[Data records — start]

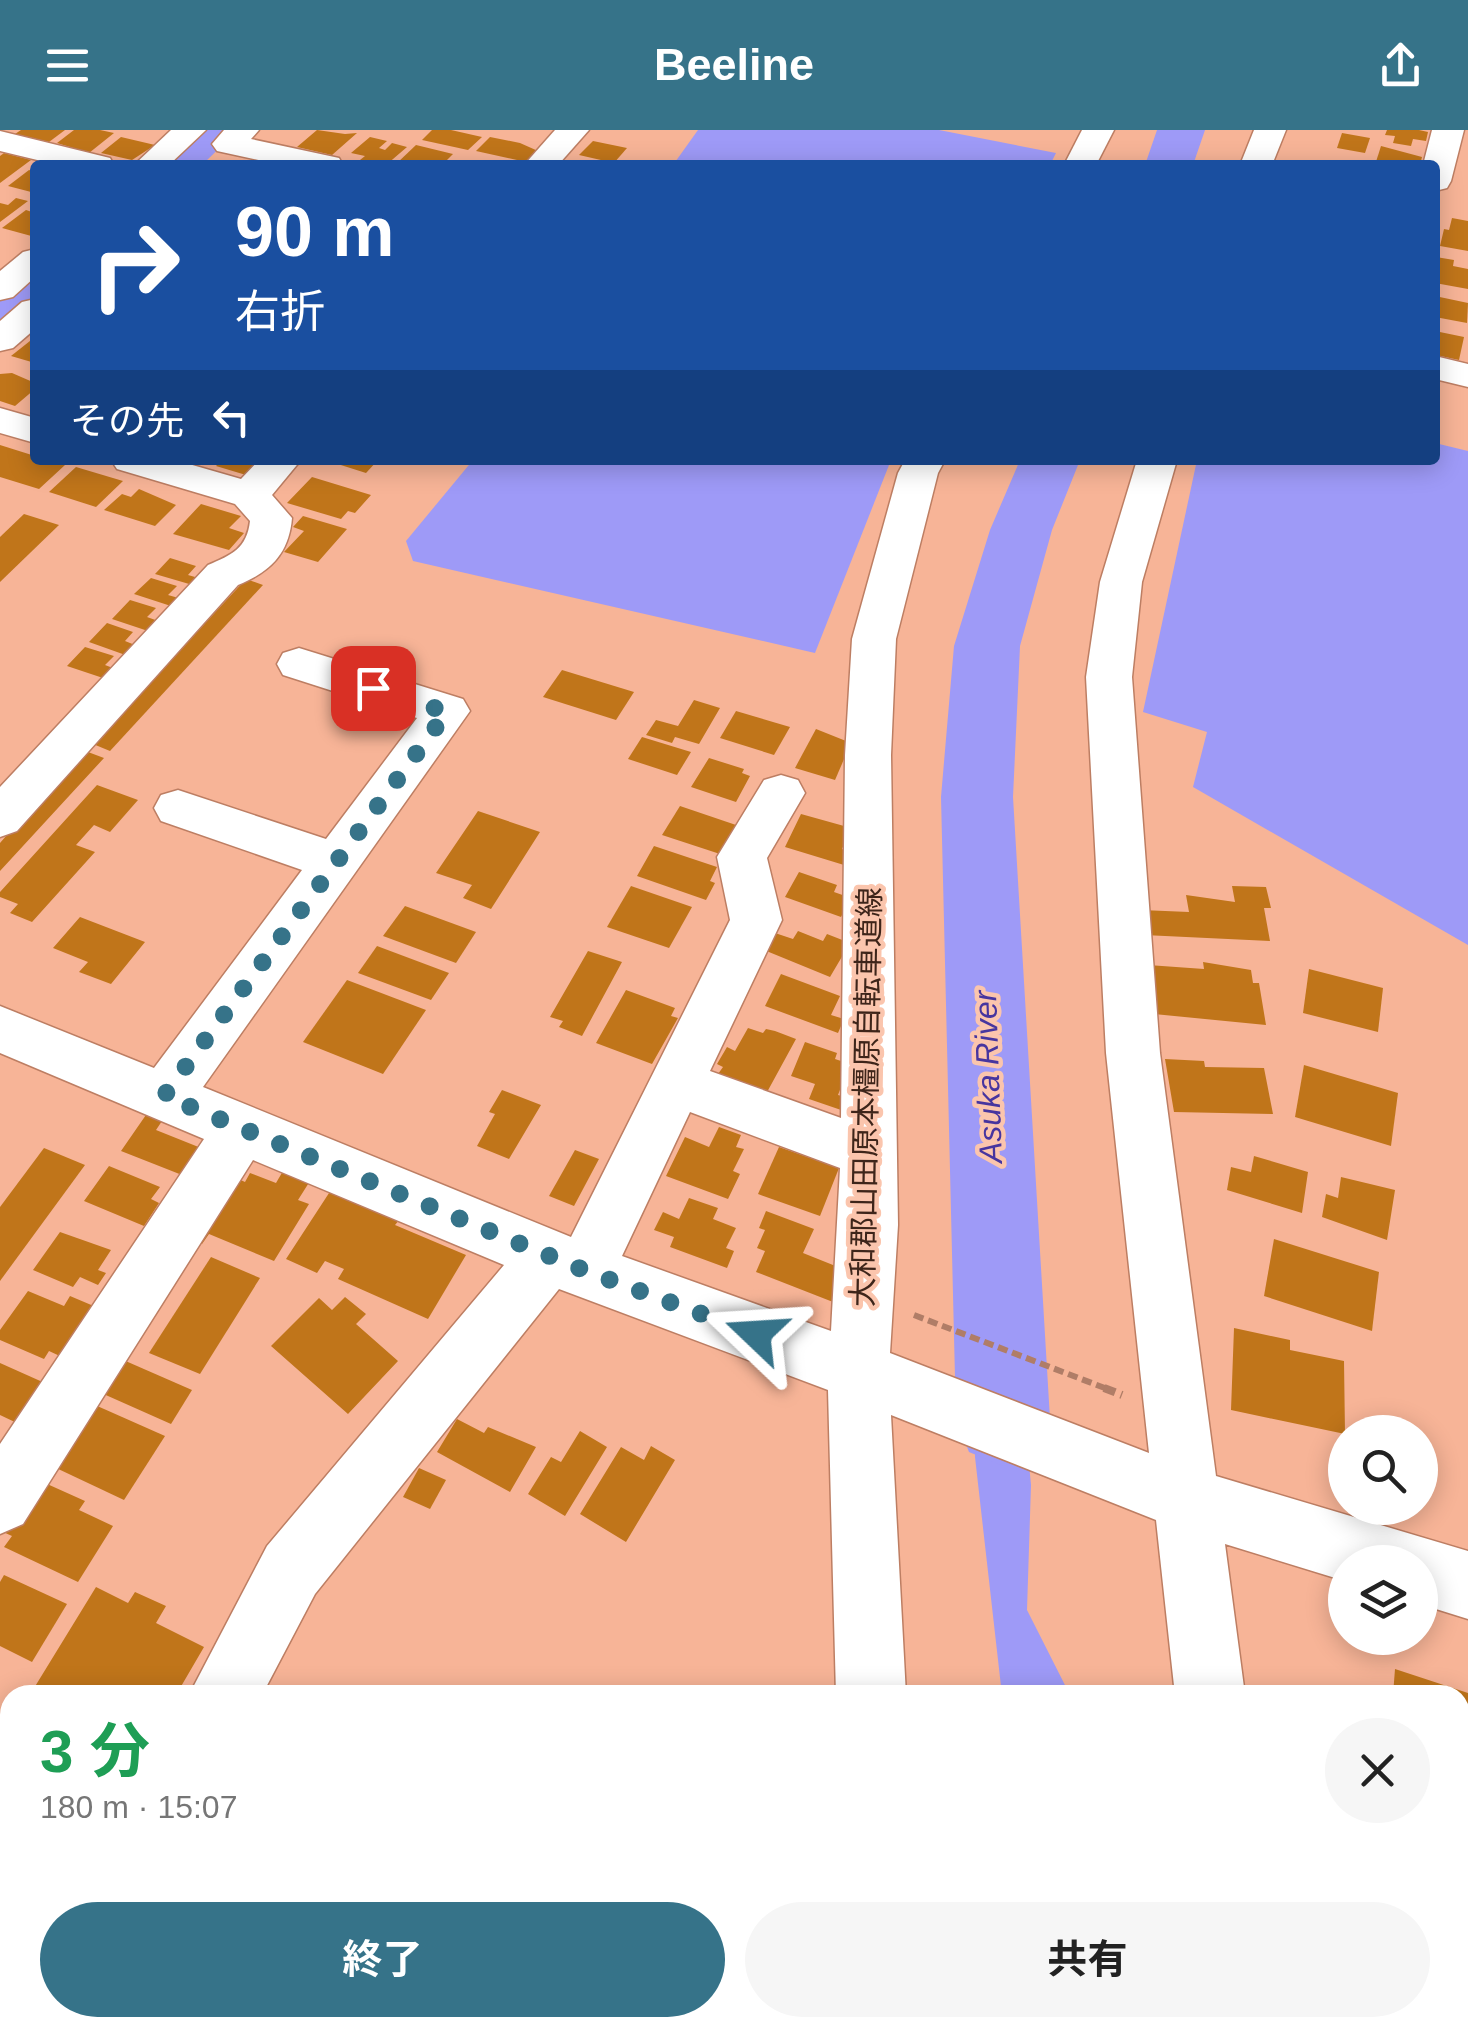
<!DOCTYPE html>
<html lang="ja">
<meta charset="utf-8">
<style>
body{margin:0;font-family:Helvetica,"Noto Sans JP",sans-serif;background:#f6f6f6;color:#222;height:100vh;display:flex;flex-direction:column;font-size:38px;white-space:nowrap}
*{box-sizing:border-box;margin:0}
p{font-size:32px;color:#767676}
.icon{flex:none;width:55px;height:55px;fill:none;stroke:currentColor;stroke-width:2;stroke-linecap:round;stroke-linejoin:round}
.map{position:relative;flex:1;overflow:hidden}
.drawer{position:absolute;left:0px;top:1555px;width:1470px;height:352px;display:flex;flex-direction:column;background:#fff;border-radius:30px 30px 0 0;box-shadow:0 5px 25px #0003}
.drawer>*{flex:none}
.guide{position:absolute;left:30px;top:30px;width:1410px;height:305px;border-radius:10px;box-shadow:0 5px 25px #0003;background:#1a4fa0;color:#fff;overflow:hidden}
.tools{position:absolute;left:1328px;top:1285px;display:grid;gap:20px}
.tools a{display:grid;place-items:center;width:110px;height:110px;border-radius:50%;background:#fff;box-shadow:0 5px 25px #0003;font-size:50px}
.pin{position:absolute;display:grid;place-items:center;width:85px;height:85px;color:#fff;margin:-42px;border-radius:20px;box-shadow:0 5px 15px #0006}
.me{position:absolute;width:110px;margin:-55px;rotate:290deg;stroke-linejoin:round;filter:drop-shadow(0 0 8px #0008)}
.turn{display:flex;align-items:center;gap:35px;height:210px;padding:0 40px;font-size:45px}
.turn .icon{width:130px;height:130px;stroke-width:2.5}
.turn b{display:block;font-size:70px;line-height:85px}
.then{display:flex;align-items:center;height:95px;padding:0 40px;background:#0003;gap:20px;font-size:38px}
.round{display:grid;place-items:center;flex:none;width:105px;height:105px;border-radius:52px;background:#f6f6f6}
.overview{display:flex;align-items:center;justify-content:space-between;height:170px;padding:0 40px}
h1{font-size:60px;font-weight:700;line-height:75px;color:#1e9e55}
.button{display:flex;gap:20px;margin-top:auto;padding:20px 40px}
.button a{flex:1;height:115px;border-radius:60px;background:#367389;color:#fff;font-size:40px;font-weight:700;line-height:115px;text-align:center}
.button a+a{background:#f6f6f6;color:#222}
header{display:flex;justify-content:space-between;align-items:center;height:130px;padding:0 40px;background:#367389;color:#fff;font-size:45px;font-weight:700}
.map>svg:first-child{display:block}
.water{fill:#9e9af7}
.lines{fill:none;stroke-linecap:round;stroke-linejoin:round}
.river{fill:#9e9af7;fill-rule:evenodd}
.building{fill:#c0751a}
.minor-casing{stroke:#bd7e63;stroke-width:3}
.path-far1{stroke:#b07d67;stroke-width:6;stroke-dasharray:10 5;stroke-linecap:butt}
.path{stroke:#b07d67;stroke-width:8;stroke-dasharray:12 6;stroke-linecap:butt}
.minor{fill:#fff;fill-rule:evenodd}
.route{stroke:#367389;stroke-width:18;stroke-dasharray:0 32.4}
.labels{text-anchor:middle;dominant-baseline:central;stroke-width:9;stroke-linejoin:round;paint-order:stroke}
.street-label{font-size:30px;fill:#3e251a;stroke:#fbc5ad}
.water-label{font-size:32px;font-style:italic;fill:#47359f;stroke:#fbc5ad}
</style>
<header><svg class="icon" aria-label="menu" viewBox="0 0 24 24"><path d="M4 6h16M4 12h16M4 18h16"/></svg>Beeline<svg class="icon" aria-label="share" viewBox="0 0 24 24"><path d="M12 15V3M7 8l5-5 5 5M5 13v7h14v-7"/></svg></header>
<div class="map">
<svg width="1468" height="1907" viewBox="0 0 1468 1907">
<rect width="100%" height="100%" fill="#f7b497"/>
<g class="water">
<polygon points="698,0 939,0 1056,23 1050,35 673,35"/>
<polygon points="1435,313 1468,321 1468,815 1193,657 1207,602 1143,582 1197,330 1435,330"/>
<polygon points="473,330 891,330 815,523 413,431 406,411"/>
<polygon points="1022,1156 1017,1205 1031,1355 1027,1480 1070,1565 1002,1565 975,1327 976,1194"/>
</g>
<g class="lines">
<g class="river">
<polygon points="185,0 238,0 202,35 148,35"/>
<polygon points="1157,0 1205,0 1193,35 1145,35"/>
<polygon points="35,134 35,178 19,192 0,196 0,152 16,139"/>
<polygon points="1020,330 1080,330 1052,400 1020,516 1013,667 1050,1289 1037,1322 1003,1336 969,1322 956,1289 941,667 954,516 990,400"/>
</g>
</g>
<g class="building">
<polygon points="21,0 65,0 49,12 15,4"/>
<polygon points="74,0 100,0 114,3 89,23 57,13"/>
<polygon points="317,0 345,4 357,3 332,25 297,17"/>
<polygon points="432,0 451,0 482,7 468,20 422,10"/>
<polygon points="1387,0 1419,0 1428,2 1426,11 1413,9 1411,16 1393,13 1395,6 1385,5"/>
<polygon points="1342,3 1370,8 1365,23 1337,18"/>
<polygon points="121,7 155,15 132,30 101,23"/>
<polygon points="370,7 387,11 379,18 385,20 392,13 407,17 386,35 360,30 365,26 351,23"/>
<polygon points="490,7 520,13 538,21 526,32 476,21"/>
<polygon points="593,11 627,18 614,33 579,25"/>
<polygon points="416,15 453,24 442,35 395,35"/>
<polygon points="1381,16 1422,27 1420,35 1375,35"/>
<polygon points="4,23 31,30 0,53 0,26"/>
<polygon points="29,40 35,42 35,63 8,56"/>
<polygon points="16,68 28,71 0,92 0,73 8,75"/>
<polygon points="26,80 35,83 35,107 2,98"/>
<polygon points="1452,88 1468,91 1468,121 1440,116 1444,99 1449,100"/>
<polygon points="1436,127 1454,130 1453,136 1468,139 1468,159 1435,153"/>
<polygon points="1435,166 1468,173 1467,193 1435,187"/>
<polygon points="1435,201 1464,207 1459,230 1436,225"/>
<polygon points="35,207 35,233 11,226"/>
<polygon points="12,243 35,253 35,259 15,276 0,271 0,244"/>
<polygon points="0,315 35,326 35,330 65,335 39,359 0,347"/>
<polygon points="222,330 261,330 246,345 216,336"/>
<polygon points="325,330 378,330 366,343"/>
<polygon points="76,337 123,351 96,377 49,362"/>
<polygon points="312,347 371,365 355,383 348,381 341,389 287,373"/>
<polygon points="139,359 176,375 155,396 104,380 122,364 131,367"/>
<polygon points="201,374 241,386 229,398 244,403 229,420 173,404"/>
<polygon points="24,384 59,395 0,452 0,407"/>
<polygon points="303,386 347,399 318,432 284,422 304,401 293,397"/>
<polygon points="170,428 196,436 188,445 202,449 196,456 155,444"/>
<polygon points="151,448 177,456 168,465 182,469 174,477 134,464"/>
<polygon points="246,449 263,455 110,621 93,614"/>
<polygon points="130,470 156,478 147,487 161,492 151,502 112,489"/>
<polygon points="107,493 133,502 125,511 140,517 131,527 89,512"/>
<polygon points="85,517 114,526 105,535 118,540 109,550 67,536"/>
<polygon points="562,540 634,562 616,590 543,567"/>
<polygon points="694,570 720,578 699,614 675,607 672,613 646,605 656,590 678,596"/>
<polygon points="736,581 790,597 774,625 720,608"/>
<polygon points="816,599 851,613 835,650 795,638"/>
<polygon points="642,607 691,622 677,645 628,629"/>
<polygon points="88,622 104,628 0,741 0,713 13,698 18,700 30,687 24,685 71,634 76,636"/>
<polygon points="709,628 744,639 742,643 750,646 736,672 691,657"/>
<polygon points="97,655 138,670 110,702 94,695 76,715 95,722 32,792 10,783 18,774 0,767 0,762"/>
<polygon points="680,676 736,695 720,724 662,705"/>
<polygon points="478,681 540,702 491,779 463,768 472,755 436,743"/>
<polygon points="801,684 844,696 843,701 849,703 842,719 850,722 844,735 785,717"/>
<polygon points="654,716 717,737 710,751 715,753 706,770 637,746"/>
<polygon points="799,742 837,755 834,762 851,768 841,787 785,767"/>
<polygon points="631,756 692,777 669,818 607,797"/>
<polygon points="1232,756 1266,757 1271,778 1264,778 1270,811 1144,805 1141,780 1189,782 1186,765 1235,772"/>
<polygon points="405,776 476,802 456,833 383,806"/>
<polygon points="80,787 145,812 111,854 79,842 88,832 53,818"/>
<polygon points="798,801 823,811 827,804 850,813 830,847 764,820 775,803 793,809"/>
<polygon points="377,816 449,843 431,870 358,843"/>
<polygon points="588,821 622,832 582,906 559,897 563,891 550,887"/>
<polygon points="1203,832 1251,840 1253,853 1259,853 1266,895 1154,884 1148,835 1204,839"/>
<polygon points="1309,839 1383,858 1378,902 1303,883"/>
<polygon points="781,844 840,866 831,885 844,889 838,903 765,876"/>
<polygon points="347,850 426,880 383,944 303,912"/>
<polygon points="626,860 675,878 671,886 678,888 652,934 596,913"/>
<polygon points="748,898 763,903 766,899 775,901 796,909 766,964 718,944 723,937 717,934 727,917 735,921"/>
<polygon points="805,912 837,923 835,929 850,934 838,965 849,968 844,981 809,969 815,954 791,946"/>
<polygon points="1165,929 1204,931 1205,937 1264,938 1273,984 1174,982"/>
<polygon points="1304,935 1398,963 1391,1016 1295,987"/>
<polygon points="502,960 541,975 509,1029 477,1016 495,984 489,982"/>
<polygon points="148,982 164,988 156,1000 201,1018 182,1045 121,1021"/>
<polygon points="719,997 741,1005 736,1017 744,1019 733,1041 740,1044 728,1069 666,1046 685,1007 709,1017"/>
<polygon points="779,1017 839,1038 820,1086 758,1064"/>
<polygon points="44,1018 85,1035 0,1151 0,1077"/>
<polygon points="575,1020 599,1029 574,1076 549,1066"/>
<polygon points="1254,1026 1308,1042 1302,1083 1227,1060 1231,1037 1251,1042"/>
<polygon points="109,1036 160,1057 151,1069 159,1073 144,1096 84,1071"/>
<polygon points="283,1041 310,1051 298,1070 309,1074 274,1131 209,1104 202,1114 193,1110 234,1047 245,1052 250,1043 276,1053"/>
<polygon points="1341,1047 1395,1060 1387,1110 1322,1087 1326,1064 1338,1068"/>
<polygon points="331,1060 400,1089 395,1095 466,1125 428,1189 338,1149 344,1139 325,1131 317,1143 286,1129"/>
<polygon points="689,1068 718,1078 713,1089 736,1098 726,1118 734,1121 727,1138 670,1117 674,1107 654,1100 663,1082 679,1089"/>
<polygon points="766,1081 814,1099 803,1123 843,1139 833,1172 756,1142 765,1121 757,1118 765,1100 759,1098"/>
<polygon points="60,1102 111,1120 98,1140 106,1143 98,1155 80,1147 73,1157 33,1140"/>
<polygon points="1274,1109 1379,1142 1372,1201 1264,1166"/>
<polygon points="211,1127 260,1148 200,1244 149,1223"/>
<polygon points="28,1161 64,1176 70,1166 96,1177 62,1227 49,1221 44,1229 0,1210 0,1200"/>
<polygon points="345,1167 366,1184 356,1194 398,1231 348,1284 271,1216 319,1168 332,1180"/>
<polygon points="1234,1198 1290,1210 1290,1220 1344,1231 1345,1304 1231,1280"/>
<polygon points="121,1229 192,1260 171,1294 99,1262"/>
<polygon points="0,1233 47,1254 19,1294 0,1285"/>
<polygon points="95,1275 165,1306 124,1370 54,1337"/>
<polygon points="457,1289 484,1303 488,1297 536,1317 510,1362 437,1322"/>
<polygon points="580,1301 607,1317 565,1386 528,1364 551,1327 561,1332"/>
<polygon points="651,1316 675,1330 626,1412 580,1384 621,1317 644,1330"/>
<polygon points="419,1338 446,1350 430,1379 403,1367"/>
<polygon points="36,1349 85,1371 79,1380 113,1396 78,1452 4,1417 12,1406 1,1401"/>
<polygon points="4,1445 67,1474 32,1532 0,1516 0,1452"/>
<polygon points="96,1457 128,1473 135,1462 166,1476 156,1493 204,1517 176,1565 31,1563"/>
<polygon points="1395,1539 1468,1563 1468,1674 1463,1727 1460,1727 1460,1565 1393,1565"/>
<polygon points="0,1644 10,1649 10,1731 0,1725"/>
<polygon points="0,1803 10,1809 10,1860 0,1877"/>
<polygon points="320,1898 381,1898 376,1907 315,1907"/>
</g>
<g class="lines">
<g class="minor-casing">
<g id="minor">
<polygon points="171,0 206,0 169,35 134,35"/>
<polygon points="224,0 259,0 251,9 339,28 343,35 281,35 217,21 212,14"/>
<polygon points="555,0 589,0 558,35 524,35"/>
<polygon points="1082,0 1114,0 1096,35 1064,35"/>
<polygon points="1254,0 1286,0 1272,35 1240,35"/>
<polygon points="1432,0 1464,0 1451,51 1447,58 1435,61 1435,35 1423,35"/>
<polygon points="0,1 110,28 114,35 58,35 0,21"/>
<polygon points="35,119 35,147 13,167 0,170 0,141 23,122"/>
<polygon points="35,169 35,199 13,218 0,221 0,191 22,172"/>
<polygon points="1435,226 1468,234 1468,257 1435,249"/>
<polygon points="0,278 35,288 35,313 0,303"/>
<path d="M111 330H175L241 349 259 330H301L272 365 292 388C289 424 270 442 238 455L17 701 0 707V657L208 435C232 425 247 418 250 391L235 374 117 339Z"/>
<path d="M905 330H945L938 343 896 509 891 625 898 1095 890 1223 1149 1323 1106 923 1086 547 1100 452 1137 330H1177L1142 452 1132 547 1160 923 1216 1346 1468 1421V1489L1420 1474V1432H1345V1451L1225 1414 1245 1565H1175L1156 1390 891 1285 906 1565H836L828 1260 559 1159 315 1464 262 1565H189L267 1416 504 1135 253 1030 23 1394 0 1404V1314L204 1009 0 923V876L154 938 302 740 161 691 154 678 161 665 178 660 326 709 417 588 283 545 277 534 283 523 299 518 463 569 470 581 203 957 571 1107 730 790 717 727 764 650 781 645 798 650 805 663 767 728 782 790 710 941 841 988 845 625 852 509 898 343ZM690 982 840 1038 831 1201 622 1126Z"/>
<polygon points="10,1890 10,1898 86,1898 82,1907 3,1907"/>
<rect x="846" y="1898" width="78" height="9"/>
<polygon points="1211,1898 1289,1898 1290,1907 1212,1907"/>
</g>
</g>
<polyline class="path-far1" points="914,1185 1110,1260"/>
<polyline class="path" points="1104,1258 1122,1265"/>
<use href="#minor" class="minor"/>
</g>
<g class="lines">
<polyline class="route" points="373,558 447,582 164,966 586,1141 756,1204"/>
</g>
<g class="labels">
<g class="street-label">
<text transform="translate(866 967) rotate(-89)">大和郡山田原本橿原自転車道線</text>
</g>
<g class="water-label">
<text transform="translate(988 947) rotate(-92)">Asuka River</text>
</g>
</g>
</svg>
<div class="tools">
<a><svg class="icon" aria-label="search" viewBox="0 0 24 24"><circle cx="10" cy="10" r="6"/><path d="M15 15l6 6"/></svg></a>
<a><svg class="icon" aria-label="layers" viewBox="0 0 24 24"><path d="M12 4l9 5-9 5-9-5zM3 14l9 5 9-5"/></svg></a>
</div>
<div class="pin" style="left:373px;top:558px;background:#d93025"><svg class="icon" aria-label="arrive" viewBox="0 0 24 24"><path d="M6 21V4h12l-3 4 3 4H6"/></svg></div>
<svg class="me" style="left:756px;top:1204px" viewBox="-20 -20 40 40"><path d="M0-17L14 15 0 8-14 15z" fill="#367389" stroke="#fff" stroke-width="4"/></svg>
<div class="guide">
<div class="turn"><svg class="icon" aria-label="right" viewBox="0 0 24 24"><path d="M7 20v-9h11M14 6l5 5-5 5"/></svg><div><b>90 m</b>右折</div></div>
<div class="then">その先<svg class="icon" aria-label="left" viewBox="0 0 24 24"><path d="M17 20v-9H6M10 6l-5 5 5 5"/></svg></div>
</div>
<section class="drawer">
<div class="overview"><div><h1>3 分</h1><p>180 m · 15:07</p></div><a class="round"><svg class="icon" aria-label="close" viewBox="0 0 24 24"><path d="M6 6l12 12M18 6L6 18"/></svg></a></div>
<div class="button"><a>終了</a><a>共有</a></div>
</section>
</div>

[Data records — finish]

Required action – Which lines of the records above contain the word "evenodd"? Report each one in full.

Response box –
.river{fill:#9e9af7;fill-rule:evenodd}
.minor{fill:#fff;fill-rule:evenodd}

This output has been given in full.